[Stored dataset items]
———
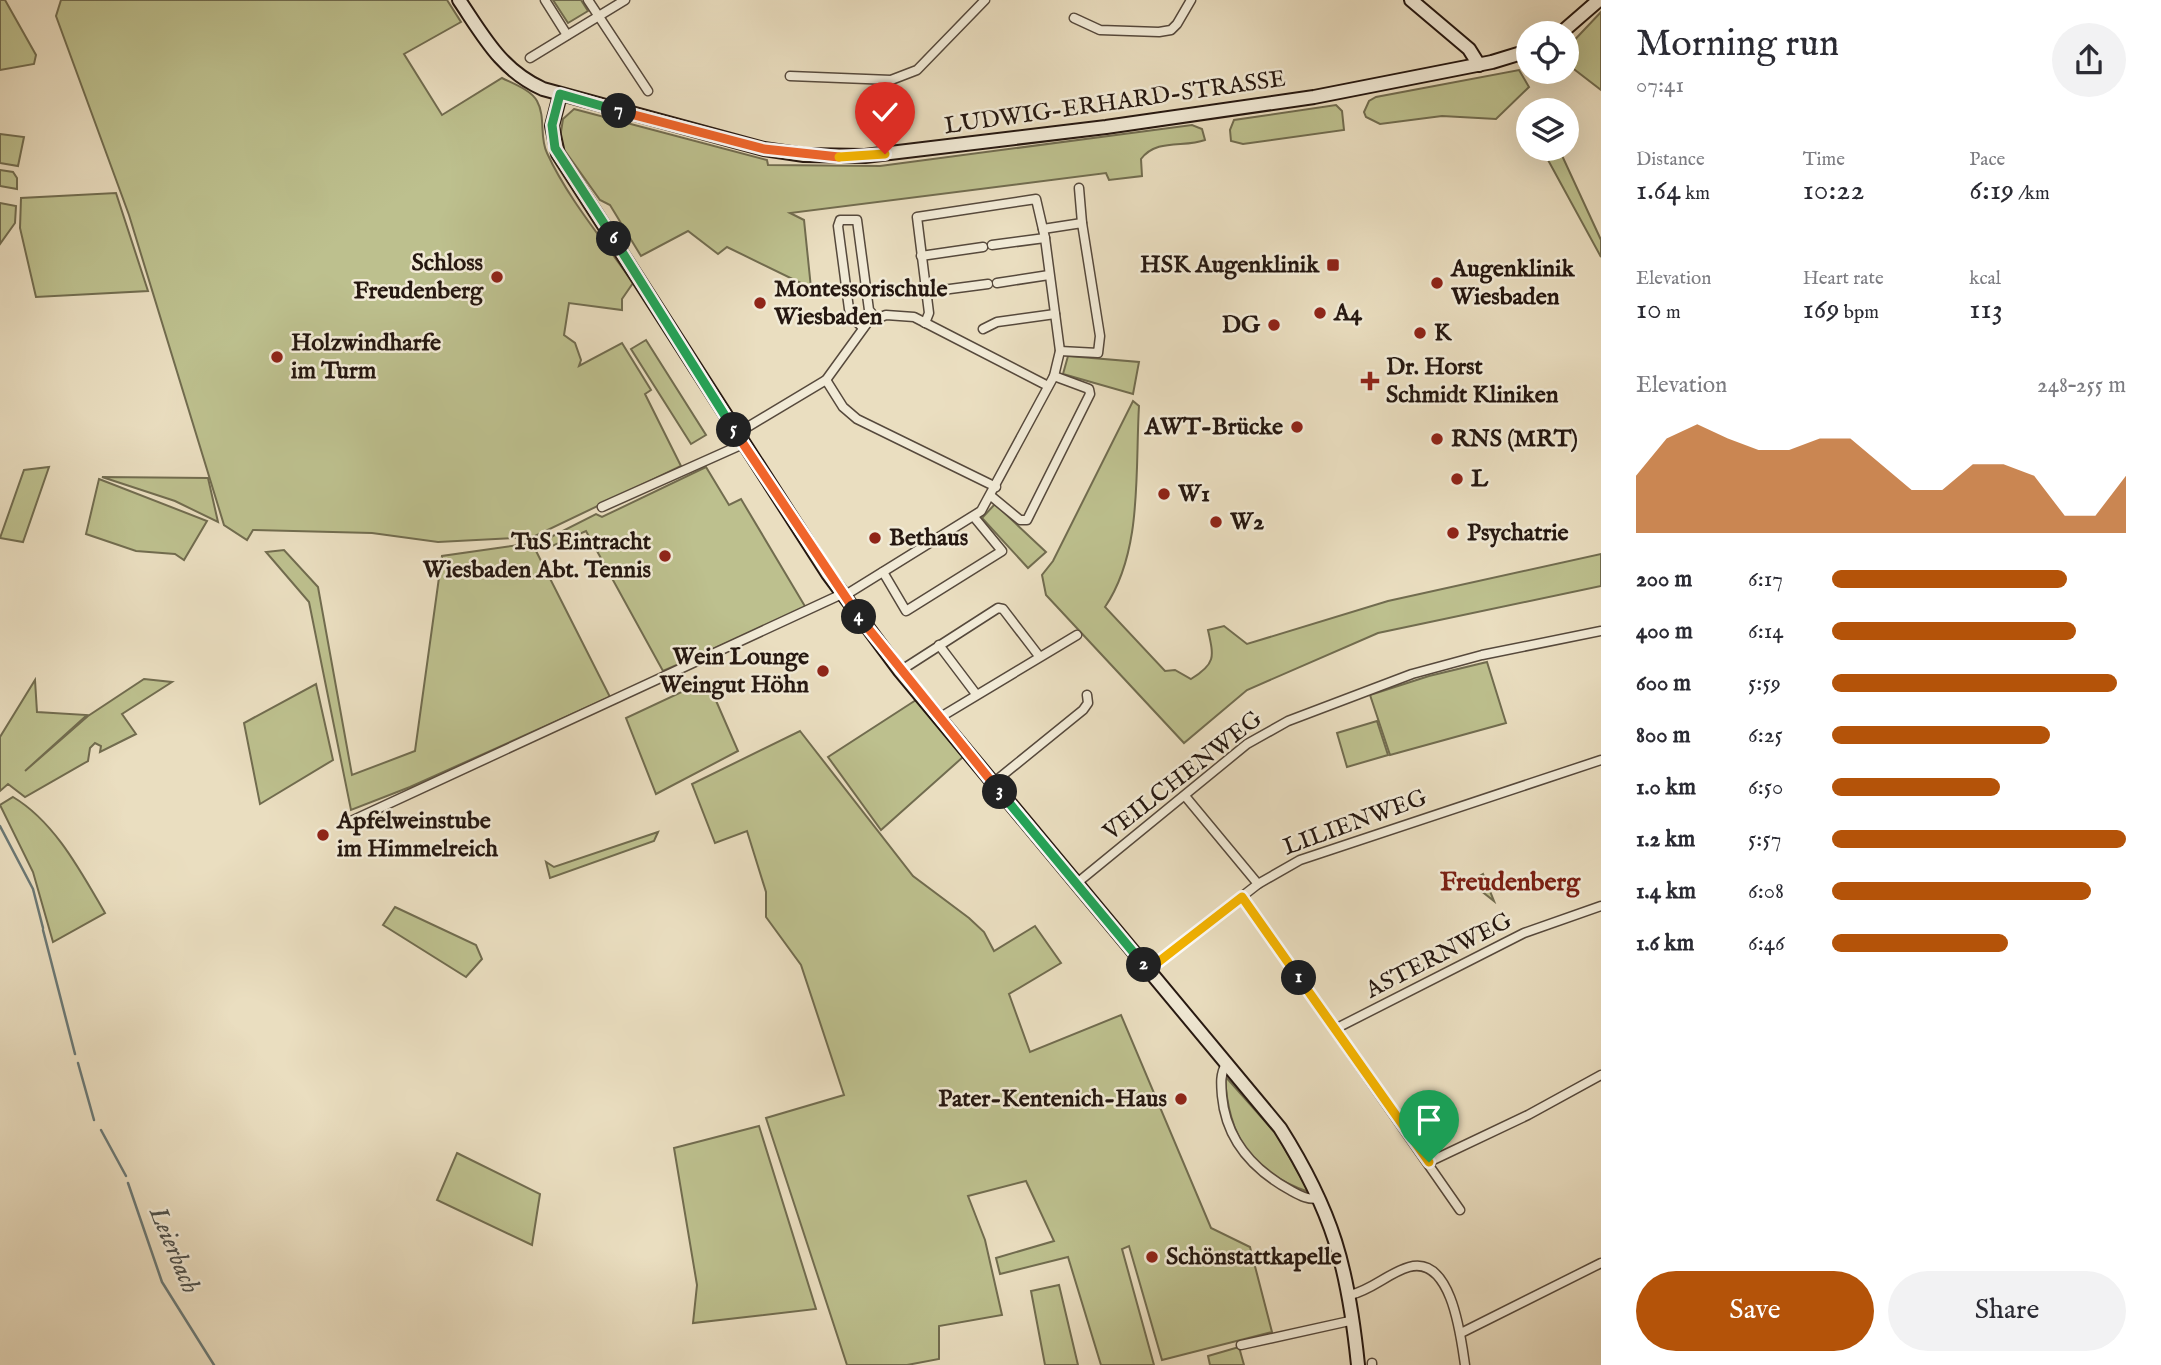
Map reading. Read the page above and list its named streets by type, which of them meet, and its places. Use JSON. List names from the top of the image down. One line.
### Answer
{"streets":{"street":["LUDWIG-ERHARD-STRASSE","VEILCHENWEG","LILIENWEG","ASTERNWEG"]},"districts":["Freudenberg"],"water":["Leierbach"],"places":{"transit":["HSK Augenklinik"],"other":["Schloss Freudenberg","Augenklinik Wiesbaden","Montessorischule Wiesbaden","A4","DG","K","Holzwindharfe im Turm","AWT-Brücke","RNS (MRT)","L","W1","W2","Psychatrie","Bethaus","TuS Eintracht Wiesbaden Abt. Tennis","Wein Lounge Weingut Höhn","Apfelweinstube im Himmelreich","Pater-Kentenich-Haus","Schönstattkapelle"],"health":["Dr. Horst Schmidt Kliniken"]},"page":{"heading":["Morning run","07:41"],"pins":["7","6","5","4","3","2","1"],"stats":[["Distance","1.64 km"],["Time","10:22"],["Pace","6:19 /km"],["Elevation","10 m"],["Heart rate","169 bpm"],["kcal","113"]],"chart":["Elevation","248–255 m"],"list":[{"name":"200 m","note":"6:17"},{"name":"400 m","note":"6:14"},{"name":"600 m","note":"5:59"},{"name":"800 m","note":"6:25"},{"name":"1.0 km","note":"6:50"},{"name":"1.2 km","note":"5:57"},{"name":"1.4 km","note":"6:08"},{"name":"1.6 km","note":"6:46"}],"buttons":["Save","Share"]}}
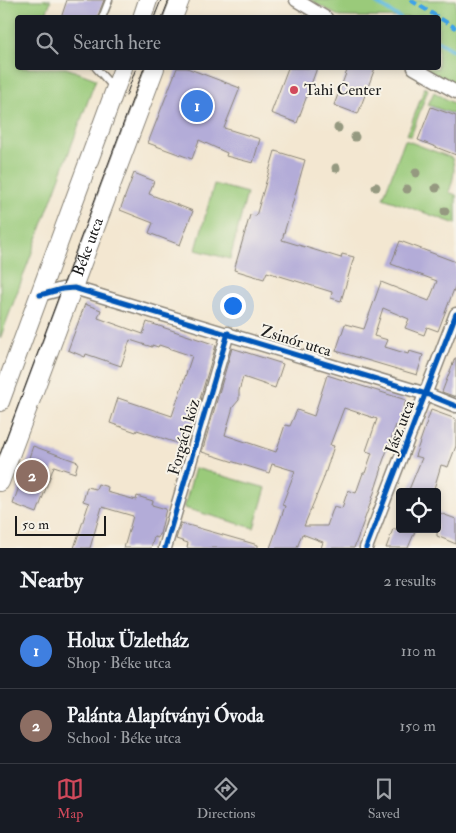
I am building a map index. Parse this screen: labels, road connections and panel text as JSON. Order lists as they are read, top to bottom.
{
  "streets": {
    "main road": ["Béke utca"],
    "street": ["Zsinór utca", "Jász utca", "Forgách köz"]
  },
  "crossings": [
    ["Béke utca", "Zsinór utca"],
    ["Zsinór utca", "Jász utca"],
    ["Zsinór utca", "Forgách köz"]
  ],
  "places": ["Tahi Center"],
  "scale_bar": "50 m",
  "page": {
    "search": "Search here",
    "pins": ["1", "2"],
    "scale": "50 m",
    "heading": ["Nearby", "2 results"],
    "list": [
      {
        "mark": "1",
        "name": "Holux Üzletház",
        "note": "Shop · Béke utca",
        "value": "110 m"
      },
      {
        "mark": "2",
        "name": "Palánta Alapítványi Óvoda",
        "note": "School · Béke utca",
        "value": "150 m"
      }
    ],
    "nav": ["Map", "Directions", "Saved"]
  }
}
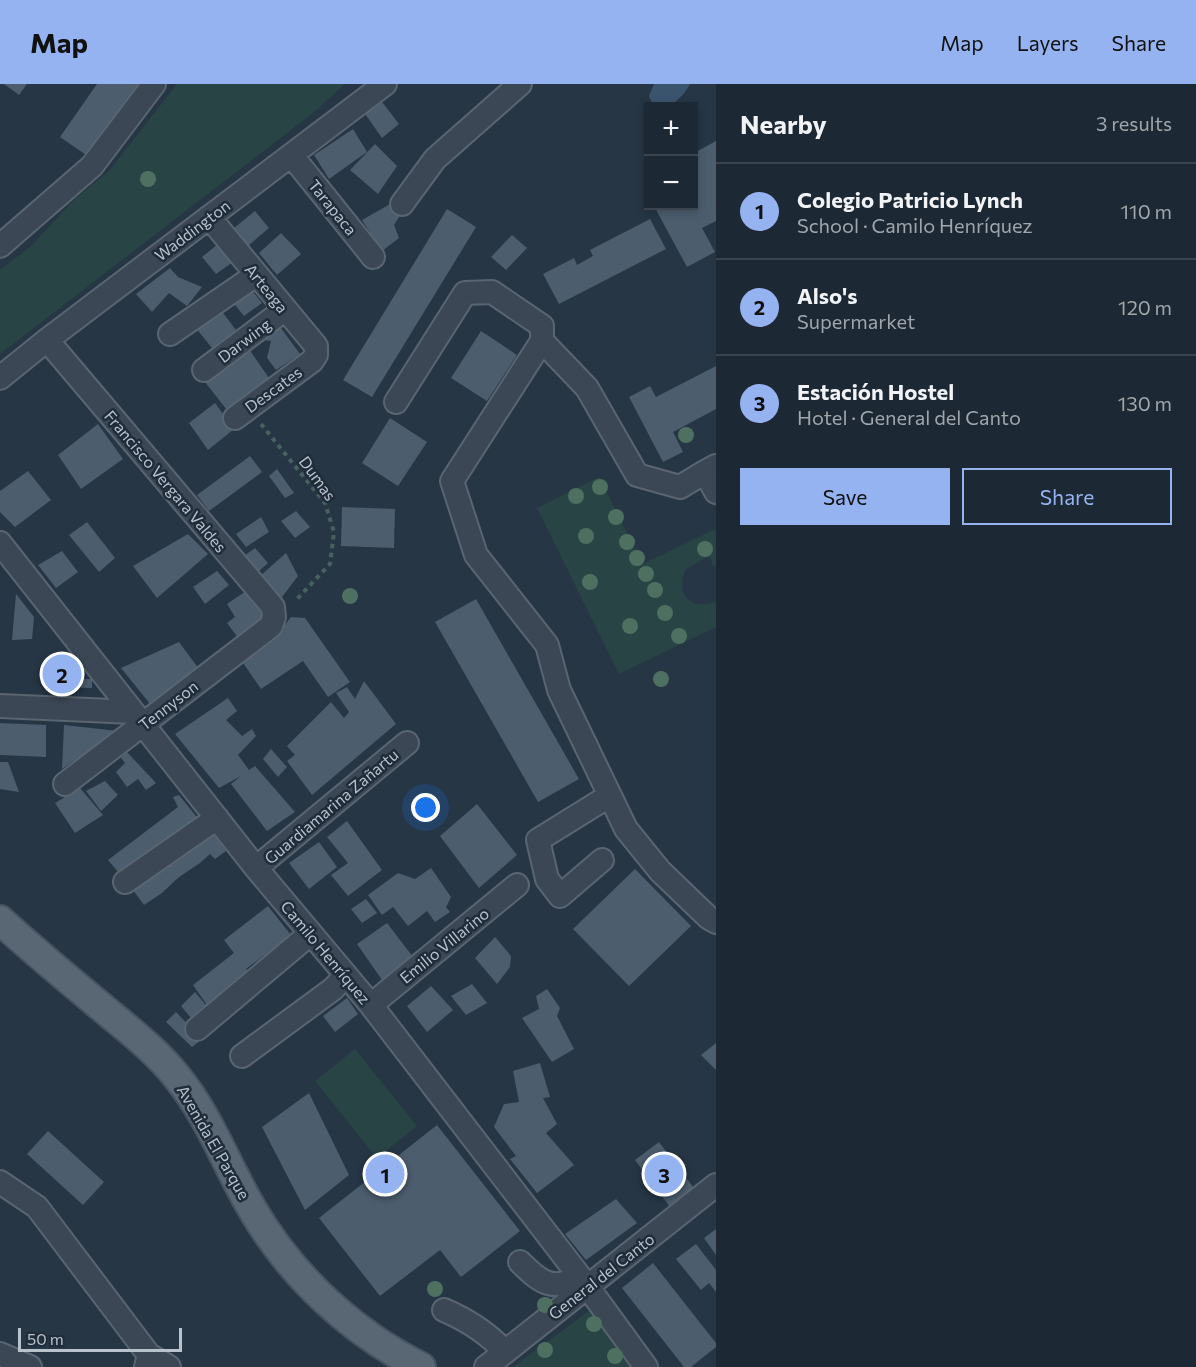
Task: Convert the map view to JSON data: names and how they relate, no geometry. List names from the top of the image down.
———
| WORK REQUEST |
Copy each line of the records that contains the word "image".

| WRITTEN SOLUTION |
Map reading. Read the page above and list its named streets by type, which of them meet, and its places. Use JSON. List names from the top of the image down. One line.
Task: Convert the map view to JSON data: names and how they relate, no geometry. List names from the top of the image down.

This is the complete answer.